[Start of Attachment]
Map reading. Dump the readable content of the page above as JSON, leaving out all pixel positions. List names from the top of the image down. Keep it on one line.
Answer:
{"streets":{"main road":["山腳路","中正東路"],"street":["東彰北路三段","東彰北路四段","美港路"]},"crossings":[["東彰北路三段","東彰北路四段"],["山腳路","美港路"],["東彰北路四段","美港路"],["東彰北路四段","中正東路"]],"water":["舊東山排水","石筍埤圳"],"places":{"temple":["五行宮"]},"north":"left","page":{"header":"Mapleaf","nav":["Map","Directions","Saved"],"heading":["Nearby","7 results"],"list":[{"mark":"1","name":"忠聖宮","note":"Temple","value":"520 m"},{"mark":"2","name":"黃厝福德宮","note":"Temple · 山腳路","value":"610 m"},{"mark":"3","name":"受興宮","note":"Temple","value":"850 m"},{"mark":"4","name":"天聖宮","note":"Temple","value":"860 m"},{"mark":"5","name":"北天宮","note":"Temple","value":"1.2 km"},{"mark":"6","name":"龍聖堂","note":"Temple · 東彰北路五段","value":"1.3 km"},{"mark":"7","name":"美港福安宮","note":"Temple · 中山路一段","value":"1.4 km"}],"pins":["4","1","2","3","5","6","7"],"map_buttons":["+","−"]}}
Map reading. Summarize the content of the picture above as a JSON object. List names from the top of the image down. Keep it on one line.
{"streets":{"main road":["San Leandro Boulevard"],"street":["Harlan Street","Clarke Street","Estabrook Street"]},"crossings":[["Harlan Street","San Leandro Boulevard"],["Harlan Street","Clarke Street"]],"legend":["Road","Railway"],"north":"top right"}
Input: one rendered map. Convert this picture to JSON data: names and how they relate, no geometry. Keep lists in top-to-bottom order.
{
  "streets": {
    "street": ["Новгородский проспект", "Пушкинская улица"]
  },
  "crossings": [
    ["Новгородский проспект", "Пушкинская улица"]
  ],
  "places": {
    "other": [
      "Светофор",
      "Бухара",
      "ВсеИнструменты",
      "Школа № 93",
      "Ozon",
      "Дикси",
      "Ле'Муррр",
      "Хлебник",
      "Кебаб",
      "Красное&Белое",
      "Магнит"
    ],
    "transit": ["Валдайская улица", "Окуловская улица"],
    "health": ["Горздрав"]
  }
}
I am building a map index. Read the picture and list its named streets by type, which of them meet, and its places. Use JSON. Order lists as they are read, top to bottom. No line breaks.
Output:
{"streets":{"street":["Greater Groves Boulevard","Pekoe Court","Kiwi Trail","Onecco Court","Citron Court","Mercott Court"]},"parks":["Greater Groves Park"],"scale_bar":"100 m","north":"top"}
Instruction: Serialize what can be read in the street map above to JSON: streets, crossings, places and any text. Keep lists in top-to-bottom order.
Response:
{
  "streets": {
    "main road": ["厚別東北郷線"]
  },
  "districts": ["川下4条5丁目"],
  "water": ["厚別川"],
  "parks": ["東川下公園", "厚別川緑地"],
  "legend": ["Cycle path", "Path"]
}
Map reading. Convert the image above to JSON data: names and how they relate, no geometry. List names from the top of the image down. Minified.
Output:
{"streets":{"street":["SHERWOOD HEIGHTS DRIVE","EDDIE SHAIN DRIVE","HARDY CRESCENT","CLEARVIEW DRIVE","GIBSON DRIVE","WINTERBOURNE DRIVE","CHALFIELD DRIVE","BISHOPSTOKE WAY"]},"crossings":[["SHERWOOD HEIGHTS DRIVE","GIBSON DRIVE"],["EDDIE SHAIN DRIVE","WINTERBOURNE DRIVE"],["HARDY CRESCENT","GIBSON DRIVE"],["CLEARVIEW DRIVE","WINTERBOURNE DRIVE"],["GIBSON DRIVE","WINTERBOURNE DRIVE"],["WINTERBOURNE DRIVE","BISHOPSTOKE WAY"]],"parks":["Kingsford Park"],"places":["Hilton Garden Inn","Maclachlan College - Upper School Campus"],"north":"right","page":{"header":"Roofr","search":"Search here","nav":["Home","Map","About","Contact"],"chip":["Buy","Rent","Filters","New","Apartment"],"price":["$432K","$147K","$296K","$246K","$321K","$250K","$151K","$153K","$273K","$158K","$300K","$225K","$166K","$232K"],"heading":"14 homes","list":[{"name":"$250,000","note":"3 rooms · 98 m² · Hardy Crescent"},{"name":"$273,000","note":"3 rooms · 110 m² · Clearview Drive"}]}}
[End of Attachment]
**What needs to be done:**
Go through the listing above and write out exactly the lines starting with the one holding "Instruction: Serialize what" and running through the one holding "Map reading. Convert", ends included, and no others.

**Solution for this problem:**
Instruction: Serialize what can be read in the street map above to JSON: streets, crossings, places and any text. Keep lists in top-to-bottom order.
Response:
{
  "streets": {
    "main road": ["厚別東北郷線"]
  },
  "districts": ["川下4条5丁目"],
  "water": ["厚別川"],
  "parks": ["東川下公園", "厚別川緑地"],
  "legend": ["Cycle path", "Path"]
}
Map reading. Convert the image above to JSON data: names and how they relate, no geometry. List names from the top of the image down. Minified.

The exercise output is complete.